-- INSTRUCTIONS FOR THE TASK --
Go through the material below and count the lines in which the word "overflow" occurs; the only output is the number.

-------- MATERIAL FOR THIS TASK

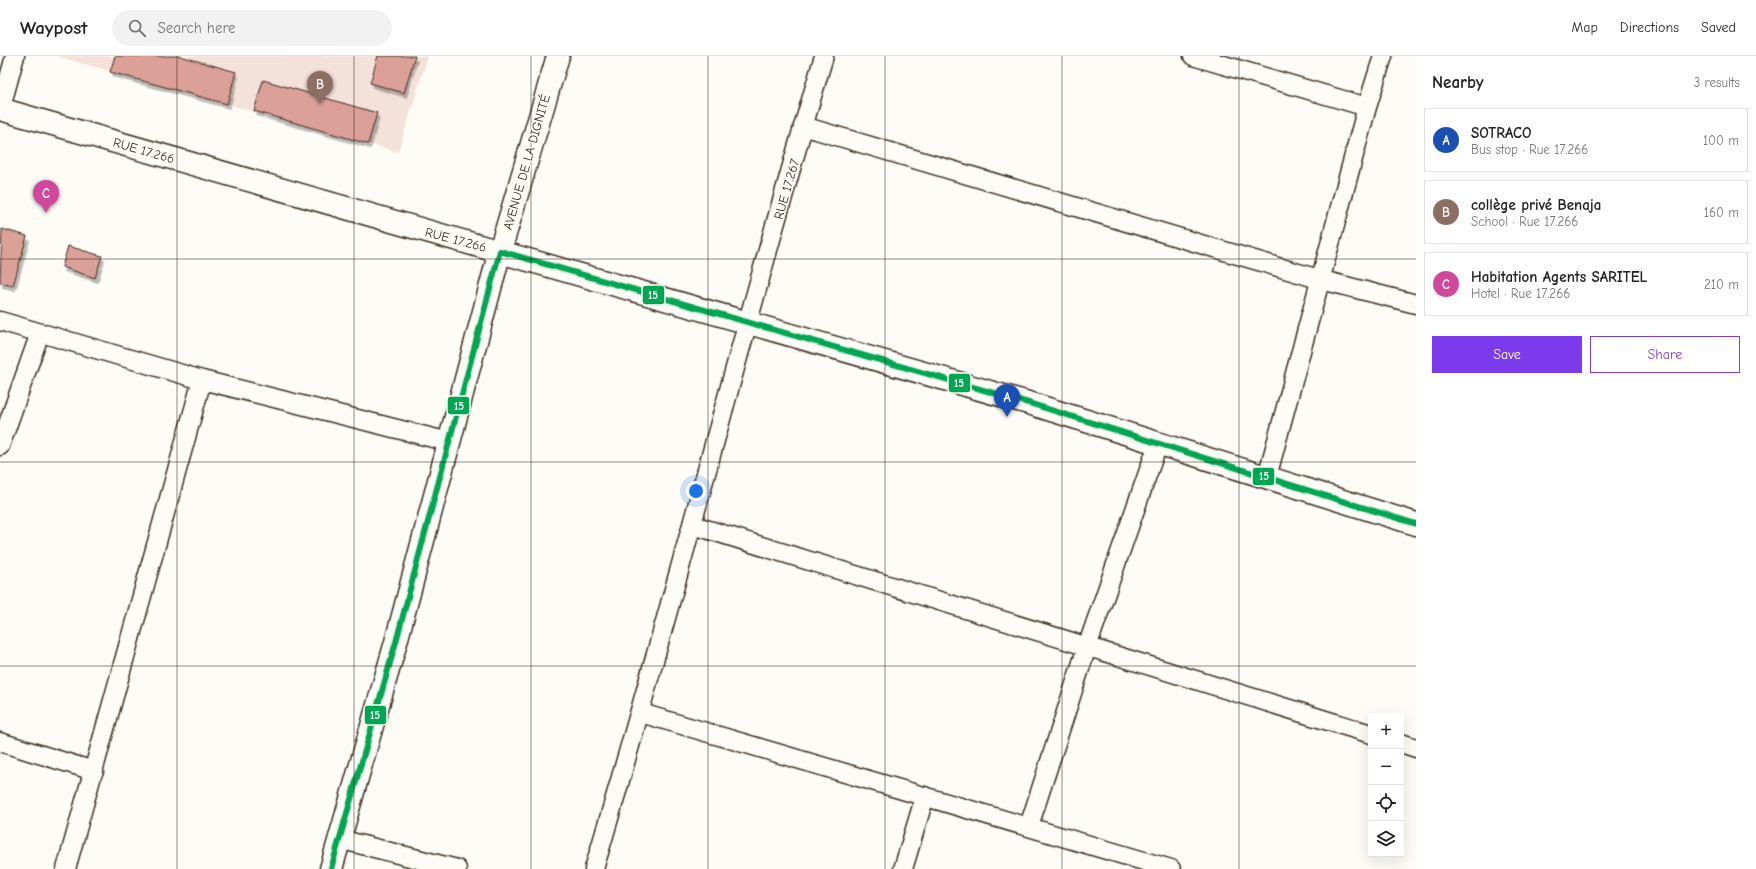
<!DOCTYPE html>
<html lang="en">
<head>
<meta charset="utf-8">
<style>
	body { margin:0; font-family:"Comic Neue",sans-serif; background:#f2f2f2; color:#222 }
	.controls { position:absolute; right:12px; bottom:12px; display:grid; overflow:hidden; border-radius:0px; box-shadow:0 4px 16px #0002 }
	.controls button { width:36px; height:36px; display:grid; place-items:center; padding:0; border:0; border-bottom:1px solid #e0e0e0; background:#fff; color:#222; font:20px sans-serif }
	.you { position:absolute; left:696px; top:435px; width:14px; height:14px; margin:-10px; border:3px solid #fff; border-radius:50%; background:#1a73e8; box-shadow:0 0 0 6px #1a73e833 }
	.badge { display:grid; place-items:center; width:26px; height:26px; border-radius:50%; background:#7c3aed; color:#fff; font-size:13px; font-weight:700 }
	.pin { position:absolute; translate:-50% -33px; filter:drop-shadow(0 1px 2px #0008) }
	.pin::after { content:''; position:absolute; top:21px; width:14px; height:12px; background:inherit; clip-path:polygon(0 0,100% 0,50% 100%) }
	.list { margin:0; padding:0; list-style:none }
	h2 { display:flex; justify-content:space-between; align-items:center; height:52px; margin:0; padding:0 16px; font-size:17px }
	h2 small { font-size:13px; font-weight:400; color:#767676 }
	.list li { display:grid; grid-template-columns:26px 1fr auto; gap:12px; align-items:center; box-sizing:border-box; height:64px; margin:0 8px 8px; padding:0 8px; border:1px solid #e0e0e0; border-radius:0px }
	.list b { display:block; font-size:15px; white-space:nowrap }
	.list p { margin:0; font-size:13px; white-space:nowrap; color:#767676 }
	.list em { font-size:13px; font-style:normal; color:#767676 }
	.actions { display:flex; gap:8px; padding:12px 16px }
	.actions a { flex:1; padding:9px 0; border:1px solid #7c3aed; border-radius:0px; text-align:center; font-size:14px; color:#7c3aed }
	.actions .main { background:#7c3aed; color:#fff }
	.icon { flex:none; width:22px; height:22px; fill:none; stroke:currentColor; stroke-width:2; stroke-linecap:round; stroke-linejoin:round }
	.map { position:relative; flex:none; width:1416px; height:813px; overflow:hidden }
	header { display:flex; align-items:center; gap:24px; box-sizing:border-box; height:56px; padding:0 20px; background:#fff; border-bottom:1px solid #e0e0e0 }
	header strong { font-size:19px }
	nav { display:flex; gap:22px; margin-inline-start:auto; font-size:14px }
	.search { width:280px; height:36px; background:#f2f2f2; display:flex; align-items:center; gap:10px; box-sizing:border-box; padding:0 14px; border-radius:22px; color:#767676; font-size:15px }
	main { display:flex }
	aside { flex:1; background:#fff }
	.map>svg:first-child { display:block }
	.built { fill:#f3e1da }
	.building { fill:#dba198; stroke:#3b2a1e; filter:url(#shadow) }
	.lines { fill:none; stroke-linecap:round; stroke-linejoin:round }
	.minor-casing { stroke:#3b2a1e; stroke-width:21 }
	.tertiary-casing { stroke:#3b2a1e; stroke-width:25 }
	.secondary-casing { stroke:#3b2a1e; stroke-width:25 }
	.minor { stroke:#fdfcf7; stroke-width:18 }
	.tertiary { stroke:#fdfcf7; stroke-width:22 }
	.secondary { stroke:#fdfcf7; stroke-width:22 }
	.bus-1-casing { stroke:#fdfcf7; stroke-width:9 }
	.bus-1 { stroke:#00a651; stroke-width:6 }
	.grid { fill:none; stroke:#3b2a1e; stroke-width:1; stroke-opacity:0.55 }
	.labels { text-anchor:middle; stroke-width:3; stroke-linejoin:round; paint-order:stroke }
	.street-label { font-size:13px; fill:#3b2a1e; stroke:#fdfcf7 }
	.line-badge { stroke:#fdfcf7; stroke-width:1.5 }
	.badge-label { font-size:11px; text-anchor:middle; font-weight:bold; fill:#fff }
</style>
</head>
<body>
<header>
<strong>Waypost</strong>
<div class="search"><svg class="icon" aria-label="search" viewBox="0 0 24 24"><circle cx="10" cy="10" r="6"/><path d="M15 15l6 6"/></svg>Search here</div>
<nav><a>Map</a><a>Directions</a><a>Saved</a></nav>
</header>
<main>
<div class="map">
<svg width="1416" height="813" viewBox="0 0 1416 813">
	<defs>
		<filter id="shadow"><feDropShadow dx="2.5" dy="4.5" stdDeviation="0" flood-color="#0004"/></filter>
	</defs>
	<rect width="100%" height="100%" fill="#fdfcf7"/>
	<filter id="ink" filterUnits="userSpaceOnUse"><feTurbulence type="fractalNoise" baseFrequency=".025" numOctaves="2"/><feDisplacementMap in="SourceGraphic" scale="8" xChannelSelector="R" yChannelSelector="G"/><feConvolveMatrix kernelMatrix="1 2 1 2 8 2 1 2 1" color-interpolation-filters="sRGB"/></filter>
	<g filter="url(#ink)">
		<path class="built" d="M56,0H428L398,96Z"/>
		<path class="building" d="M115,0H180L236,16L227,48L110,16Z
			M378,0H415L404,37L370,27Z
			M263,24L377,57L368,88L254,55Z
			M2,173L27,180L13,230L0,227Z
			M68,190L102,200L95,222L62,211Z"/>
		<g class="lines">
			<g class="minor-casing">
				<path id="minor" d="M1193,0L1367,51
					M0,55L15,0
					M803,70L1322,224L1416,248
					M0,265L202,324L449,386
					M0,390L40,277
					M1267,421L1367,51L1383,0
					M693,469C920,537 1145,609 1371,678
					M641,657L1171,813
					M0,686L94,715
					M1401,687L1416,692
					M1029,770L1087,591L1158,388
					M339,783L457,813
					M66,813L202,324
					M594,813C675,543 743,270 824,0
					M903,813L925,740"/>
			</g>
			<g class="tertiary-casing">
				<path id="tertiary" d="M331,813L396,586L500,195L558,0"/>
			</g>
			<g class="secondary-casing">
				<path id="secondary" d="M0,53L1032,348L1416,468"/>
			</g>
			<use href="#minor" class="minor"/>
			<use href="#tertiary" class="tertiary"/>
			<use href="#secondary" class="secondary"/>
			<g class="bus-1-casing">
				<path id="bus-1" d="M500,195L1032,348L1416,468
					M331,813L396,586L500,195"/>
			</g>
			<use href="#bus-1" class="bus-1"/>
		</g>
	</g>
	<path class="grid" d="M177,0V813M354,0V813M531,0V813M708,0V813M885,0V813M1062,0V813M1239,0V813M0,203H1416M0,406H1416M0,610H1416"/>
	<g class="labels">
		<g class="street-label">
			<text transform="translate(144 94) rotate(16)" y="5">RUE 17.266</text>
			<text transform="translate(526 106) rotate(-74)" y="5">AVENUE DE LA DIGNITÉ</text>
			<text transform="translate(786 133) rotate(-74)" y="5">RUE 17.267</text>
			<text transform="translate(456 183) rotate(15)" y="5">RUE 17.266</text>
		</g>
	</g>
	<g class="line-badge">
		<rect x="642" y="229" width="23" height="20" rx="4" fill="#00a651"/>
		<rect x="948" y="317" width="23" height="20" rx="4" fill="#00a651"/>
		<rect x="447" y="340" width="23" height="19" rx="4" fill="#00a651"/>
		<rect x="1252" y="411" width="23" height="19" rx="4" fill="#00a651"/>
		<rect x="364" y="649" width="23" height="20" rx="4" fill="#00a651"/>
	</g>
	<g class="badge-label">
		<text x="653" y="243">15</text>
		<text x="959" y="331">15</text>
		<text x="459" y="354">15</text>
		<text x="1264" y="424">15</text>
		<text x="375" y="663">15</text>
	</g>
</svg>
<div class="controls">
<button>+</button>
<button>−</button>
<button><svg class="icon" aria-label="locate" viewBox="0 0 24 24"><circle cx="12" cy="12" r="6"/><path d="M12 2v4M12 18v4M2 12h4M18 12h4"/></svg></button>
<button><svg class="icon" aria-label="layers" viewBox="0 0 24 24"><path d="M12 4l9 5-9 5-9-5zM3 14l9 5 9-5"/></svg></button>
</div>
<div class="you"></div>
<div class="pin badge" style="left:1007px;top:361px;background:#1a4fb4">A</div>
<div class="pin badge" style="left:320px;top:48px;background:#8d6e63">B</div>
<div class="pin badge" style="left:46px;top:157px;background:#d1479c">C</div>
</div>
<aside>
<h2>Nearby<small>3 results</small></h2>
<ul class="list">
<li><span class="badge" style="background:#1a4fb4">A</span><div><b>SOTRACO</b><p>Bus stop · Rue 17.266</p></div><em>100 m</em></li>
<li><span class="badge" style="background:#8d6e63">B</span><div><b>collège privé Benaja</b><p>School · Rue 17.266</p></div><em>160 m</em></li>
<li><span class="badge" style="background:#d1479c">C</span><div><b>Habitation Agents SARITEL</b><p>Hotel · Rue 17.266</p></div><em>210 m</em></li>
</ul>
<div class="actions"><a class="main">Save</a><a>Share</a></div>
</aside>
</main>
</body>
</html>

----------------

-- TASK SOLUTION --
2